Od poniedziałku trwa czterodniowa wizyta w Polsce szefa wyższej izby białoruskiego parlamentu Michaiła Miasnikowicza. Kiedy trzy lata temu Unia wycofała się niemal z wszystkich sankcji wobec Mińska (w tym wobec samego Aleksandra Łukaszenki), stało się oczywiste, że izolowanie naszego wschodniego sąsiada nie ma sensu. Dlatego zaproszenie polityka, o którym się mówi, że ma dostęp do ucha samego prezydenta, można by uznać za wyraz racjonalnego pragmatyzmu ze strony polskiego rządu. Niestety, plan wizyty białoruskiego gościa pokazuje coś odwrotnego.
Oprócz oczywistych spotkań z marszałkami Sejmu i Senatu oraz szefem MSZ, zaplanowano rozmowy zarówno z premierem, jak i prezydentem. Nic nie wskazuje na to, by ta nadzwyczajna „hojność” była efektem jakiegoś korzystnego dla Polski ustępstwa ze strony Mińska. Przeciwnie, w przeddzień wizyty z Białorusi został wydalony kolejny polski ksiądz. Powstaje więc pytanie, po co Polska czyni wobec dużo słabszego i mniejszego sąsiada takie honory, zdecydowanie wykraczające poza dyplomatyczną praktykę?
Być może nasze władze uległy naiwnemu przekonaniu, iż tak ekstraordynaryjne ugoszczenie Miasnikowicza to sposób na stworzenie Białorusi geopolitycznej przestrzeni, która pozwoli jej odsunąć się nieco od rosyjskiego patrona. To absolutna iluzja. Uzależnienie gospodarcze, polityczne i wreszcie wojskowe od Moskwy, czyni dzisiaj z Mińska rosyjską quasi-kolonię. Co więcej, Łukaszenko, choć nie czuje się z Moskwą nazbyt komfortowo, wcale nie chce rezygnować z tej symbiotycznej relacji. Rozumie on doskonale, że rosyjskie wsparcie gospodarcze to jedyny sposób na trwanie reżimu. Nawet najbardziej kordialne relacje z Warszawą nie mogą więc zmienić istoty rosyjsko-białoruskich relacji. Mogą co najwyżej posłużyć Łukaszence w retorycznej przepychance z Putinem, a także być wykorzystane jako element wewnątrzbiałoruskiej propagandy.
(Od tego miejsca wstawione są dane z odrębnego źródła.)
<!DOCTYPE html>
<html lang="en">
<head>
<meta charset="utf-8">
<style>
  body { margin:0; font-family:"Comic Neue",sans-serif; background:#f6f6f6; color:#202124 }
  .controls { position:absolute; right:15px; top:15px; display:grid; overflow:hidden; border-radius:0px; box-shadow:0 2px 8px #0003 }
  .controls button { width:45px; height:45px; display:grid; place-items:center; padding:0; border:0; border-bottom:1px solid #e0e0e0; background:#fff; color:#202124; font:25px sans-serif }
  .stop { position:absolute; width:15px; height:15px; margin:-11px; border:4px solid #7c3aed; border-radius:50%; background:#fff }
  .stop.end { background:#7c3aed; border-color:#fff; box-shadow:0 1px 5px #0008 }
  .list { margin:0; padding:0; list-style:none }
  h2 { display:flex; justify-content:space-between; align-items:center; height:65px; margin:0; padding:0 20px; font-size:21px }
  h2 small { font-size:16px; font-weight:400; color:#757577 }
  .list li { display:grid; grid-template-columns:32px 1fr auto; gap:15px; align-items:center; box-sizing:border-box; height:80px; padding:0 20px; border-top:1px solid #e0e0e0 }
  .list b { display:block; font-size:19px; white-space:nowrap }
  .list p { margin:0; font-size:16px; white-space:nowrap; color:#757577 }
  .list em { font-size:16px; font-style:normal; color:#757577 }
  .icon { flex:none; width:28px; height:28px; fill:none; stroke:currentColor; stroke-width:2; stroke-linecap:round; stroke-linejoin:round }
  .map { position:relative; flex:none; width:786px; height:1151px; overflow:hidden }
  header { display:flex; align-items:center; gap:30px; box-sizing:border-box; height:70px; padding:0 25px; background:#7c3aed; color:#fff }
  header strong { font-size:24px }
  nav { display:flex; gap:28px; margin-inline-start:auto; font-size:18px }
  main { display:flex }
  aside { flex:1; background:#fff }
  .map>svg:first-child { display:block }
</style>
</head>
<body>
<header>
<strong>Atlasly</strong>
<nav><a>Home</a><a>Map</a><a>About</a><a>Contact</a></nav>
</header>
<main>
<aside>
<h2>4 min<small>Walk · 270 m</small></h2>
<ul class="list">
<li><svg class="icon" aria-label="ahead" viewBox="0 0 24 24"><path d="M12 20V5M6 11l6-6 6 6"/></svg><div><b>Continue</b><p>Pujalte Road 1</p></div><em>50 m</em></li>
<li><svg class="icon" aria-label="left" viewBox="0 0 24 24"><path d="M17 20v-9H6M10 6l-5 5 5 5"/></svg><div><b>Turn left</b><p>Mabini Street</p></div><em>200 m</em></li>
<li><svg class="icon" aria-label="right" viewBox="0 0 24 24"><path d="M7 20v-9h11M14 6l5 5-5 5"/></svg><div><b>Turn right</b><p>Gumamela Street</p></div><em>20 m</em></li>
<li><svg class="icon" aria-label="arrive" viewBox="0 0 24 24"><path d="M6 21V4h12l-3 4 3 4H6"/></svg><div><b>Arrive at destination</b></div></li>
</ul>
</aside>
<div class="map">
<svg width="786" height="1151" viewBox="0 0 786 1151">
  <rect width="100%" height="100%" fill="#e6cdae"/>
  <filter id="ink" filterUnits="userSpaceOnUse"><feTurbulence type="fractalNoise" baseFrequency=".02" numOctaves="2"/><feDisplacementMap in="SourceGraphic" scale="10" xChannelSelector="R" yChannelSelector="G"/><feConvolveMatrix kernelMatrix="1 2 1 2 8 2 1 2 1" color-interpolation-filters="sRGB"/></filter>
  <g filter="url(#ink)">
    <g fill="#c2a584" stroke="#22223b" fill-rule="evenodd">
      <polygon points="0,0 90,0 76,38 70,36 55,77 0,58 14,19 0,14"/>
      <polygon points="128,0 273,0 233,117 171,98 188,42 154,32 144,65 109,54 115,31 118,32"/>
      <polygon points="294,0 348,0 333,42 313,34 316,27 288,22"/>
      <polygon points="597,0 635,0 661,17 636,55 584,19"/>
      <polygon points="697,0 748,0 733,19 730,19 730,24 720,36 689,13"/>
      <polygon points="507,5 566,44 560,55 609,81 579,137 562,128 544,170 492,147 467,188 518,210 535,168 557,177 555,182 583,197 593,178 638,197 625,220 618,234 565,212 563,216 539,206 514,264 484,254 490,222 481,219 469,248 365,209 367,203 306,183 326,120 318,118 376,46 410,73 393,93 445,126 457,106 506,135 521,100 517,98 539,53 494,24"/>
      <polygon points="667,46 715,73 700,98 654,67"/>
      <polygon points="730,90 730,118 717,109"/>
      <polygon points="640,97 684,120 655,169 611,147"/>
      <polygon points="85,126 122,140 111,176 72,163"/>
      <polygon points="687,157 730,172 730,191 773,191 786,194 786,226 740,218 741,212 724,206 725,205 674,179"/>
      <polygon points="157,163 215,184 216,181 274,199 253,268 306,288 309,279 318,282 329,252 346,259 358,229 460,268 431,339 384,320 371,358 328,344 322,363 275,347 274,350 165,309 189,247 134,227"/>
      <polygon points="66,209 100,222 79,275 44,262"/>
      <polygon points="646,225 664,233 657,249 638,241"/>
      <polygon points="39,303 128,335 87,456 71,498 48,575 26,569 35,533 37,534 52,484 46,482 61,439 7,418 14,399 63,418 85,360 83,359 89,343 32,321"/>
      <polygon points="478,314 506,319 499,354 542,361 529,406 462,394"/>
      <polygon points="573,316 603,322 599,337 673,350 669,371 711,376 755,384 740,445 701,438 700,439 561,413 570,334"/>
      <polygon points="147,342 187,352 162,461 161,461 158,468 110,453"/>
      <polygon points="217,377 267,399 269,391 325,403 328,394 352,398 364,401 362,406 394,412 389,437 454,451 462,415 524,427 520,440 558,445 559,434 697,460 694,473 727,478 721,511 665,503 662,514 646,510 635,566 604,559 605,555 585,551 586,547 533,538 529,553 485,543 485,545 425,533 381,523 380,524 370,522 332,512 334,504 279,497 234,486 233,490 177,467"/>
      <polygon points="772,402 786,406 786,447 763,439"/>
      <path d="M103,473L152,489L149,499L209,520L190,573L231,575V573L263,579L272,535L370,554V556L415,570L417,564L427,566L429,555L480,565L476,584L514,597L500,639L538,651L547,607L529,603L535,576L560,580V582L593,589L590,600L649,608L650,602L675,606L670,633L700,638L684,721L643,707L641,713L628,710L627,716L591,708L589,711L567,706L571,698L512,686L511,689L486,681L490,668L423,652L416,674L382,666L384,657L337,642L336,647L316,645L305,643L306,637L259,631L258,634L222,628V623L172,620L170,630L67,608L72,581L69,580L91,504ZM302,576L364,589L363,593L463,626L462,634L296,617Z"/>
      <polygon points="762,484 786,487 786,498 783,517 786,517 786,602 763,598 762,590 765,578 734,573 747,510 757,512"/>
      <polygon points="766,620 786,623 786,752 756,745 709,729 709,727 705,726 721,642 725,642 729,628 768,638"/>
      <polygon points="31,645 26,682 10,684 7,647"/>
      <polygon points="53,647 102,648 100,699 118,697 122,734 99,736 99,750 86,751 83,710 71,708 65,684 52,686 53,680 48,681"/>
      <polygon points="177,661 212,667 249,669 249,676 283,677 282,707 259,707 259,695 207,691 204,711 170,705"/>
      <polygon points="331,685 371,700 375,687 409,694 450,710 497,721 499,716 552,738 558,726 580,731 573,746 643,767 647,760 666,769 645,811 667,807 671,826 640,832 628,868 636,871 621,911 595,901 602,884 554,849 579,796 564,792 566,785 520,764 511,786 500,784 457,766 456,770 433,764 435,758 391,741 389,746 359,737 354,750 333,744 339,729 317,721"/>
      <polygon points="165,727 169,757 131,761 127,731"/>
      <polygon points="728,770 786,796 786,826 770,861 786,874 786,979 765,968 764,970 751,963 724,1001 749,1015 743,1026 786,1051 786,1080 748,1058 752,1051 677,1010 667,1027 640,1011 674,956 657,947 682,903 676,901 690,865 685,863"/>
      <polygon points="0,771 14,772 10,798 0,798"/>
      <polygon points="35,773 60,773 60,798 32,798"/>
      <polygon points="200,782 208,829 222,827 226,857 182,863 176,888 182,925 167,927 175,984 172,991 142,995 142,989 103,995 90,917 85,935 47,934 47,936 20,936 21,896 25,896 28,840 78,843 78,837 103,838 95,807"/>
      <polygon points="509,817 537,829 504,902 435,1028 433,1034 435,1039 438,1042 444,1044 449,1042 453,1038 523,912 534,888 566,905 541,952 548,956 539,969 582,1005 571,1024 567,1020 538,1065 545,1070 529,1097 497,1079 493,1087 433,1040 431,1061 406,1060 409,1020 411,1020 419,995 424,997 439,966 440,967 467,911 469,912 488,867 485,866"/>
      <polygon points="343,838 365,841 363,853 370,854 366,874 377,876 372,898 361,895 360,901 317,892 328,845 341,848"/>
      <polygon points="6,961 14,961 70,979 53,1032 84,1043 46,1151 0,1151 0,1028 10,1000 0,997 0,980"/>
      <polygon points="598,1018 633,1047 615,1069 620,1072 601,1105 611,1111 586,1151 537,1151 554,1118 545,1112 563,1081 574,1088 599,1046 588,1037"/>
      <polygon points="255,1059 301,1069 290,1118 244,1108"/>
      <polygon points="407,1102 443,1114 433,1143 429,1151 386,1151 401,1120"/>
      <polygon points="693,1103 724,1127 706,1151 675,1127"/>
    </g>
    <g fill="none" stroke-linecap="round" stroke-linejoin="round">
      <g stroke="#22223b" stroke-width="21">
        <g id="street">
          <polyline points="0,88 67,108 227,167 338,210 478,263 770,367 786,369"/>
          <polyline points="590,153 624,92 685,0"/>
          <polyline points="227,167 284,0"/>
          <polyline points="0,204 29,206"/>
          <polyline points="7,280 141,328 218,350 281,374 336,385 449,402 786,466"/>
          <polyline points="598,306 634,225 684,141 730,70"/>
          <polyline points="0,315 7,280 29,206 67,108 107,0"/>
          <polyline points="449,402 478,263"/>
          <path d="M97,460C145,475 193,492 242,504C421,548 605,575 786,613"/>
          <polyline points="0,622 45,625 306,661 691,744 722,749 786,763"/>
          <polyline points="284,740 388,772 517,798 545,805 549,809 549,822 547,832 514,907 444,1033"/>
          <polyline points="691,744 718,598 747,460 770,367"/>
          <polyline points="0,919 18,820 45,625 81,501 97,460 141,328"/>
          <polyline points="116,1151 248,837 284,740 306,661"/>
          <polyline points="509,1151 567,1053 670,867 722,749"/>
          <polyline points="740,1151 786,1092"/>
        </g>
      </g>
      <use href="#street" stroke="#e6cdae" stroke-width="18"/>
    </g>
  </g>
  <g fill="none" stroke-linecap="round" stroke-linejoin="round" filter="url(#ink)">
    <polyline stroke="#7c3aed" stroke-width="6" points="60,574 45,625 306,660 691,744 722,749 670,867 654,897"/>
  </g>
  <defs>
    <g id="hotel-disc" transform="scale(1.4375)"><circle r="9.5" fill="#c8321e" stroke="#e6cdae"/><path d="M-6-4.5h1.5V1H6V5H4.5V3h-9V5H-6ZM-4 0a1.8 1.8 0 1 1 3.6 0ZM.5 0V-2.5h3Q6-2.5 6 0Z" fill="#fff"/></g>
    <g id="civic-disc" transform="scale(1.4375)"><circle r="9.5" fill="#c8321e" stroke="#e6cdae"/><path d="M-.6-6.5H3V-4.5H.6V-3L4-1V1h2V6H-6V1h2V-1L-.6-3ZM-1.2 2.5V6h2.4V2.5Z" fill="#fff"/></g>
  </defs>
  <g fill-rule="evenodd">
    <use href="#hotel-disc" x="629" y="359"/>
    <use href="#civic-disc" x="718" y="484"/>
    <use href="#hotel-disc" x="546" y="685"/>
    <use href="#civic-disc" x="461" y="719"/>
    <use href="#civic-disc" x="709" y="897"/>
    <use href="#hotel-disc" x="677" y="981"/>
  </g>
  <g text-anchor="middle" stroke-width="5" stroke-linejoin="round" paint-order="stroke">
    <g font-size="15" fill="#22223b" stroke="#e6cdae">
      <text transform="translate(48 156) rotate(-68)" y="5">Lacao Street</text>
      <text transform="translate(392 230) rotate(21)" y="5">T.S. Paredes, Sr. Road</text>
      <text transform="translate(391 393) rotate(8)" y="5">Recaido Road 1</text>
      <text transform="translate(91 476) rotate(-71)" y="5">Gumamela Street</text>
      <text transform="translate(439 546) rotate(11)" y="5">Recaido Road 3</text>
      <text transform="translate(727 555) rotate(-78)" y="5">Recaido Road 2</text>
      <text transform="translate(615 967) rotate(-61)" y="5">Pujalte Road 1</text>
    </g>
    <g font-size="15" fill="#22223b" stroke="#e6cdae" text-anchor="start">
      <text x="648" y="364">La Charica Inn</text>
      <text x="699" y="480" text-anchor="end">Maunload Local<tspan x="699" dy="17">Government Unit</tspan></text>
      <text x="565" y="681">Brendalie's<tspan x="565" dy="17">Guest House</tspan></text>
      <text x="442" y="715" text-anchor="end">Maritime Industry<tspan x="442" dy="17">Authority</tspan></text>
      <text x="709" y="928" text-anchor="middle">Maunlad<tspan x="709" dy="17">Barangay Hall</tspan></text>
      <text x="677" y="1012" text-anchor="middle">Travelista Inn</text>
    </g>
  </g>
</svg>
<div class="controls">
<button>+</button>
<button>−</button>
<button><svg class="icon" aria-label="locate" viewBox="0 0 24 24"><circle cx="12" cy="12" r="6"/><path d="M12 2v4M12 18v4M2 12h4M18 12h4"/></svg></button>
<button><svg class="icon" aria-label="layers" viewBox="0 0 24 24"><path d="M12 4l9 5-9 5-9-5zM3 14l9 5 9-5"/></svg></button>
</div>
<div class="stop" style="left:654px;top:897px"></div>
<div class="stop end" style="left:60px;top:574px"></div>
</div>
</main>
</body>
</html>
Można uznać, że przyjęcie Miasnikowicza przez cztery najważniejsze osoby w państwie ma wymiar wyłącznie bilateralny i jest po prostu odpowiedzią na analogiczną wizytę marszałka Karczewskiego w lipcu poprzedniego roku na Białorusi. Problem w tym, że w ten sposób Polska nie zyskuje ani przyjaźni, ani poważania ze strony Mińska. Kto zna mentalność wschodnioeuropejskich satrapów, ten rozumie, że oddawanie za darmo nadmiernych honorów zostanie przez Białoruś (i nie tylko) odebrane jako sygnał słabości. W efekcie Łukaszenko zyskuje potwierdzenie, że wobec skłócenia z Brukselą, Paryżem i Berlinem oraz problemów z Kijowem Warszawa potrzebuje dzisiaj Mińska tak samo jak Mińsk Warszawy.
Trzeba też przyznać, że złe relacje z Kijowem i brak podobnych gości z Ukrainy nie stwarzają najlepszego kontekstu dla wizyty Miasnikowicza. Tym bardziej celowa wydaje się wstrzemięźliwość w fetowaniu białoruskiego gościa. Polska namawia innych do asertywnej polityki wobec Rosji. Sama zaś z jednej strony kłóci się z Kijowem, a z drugiej – ostentacyjnie ociepla relacje z prorosyjskim reżimem na Białorusi. W ten sposób nie wystawiamy sobie zbyt dobrego świadectwa ani w NATO, ani też w Unii Europejskiej.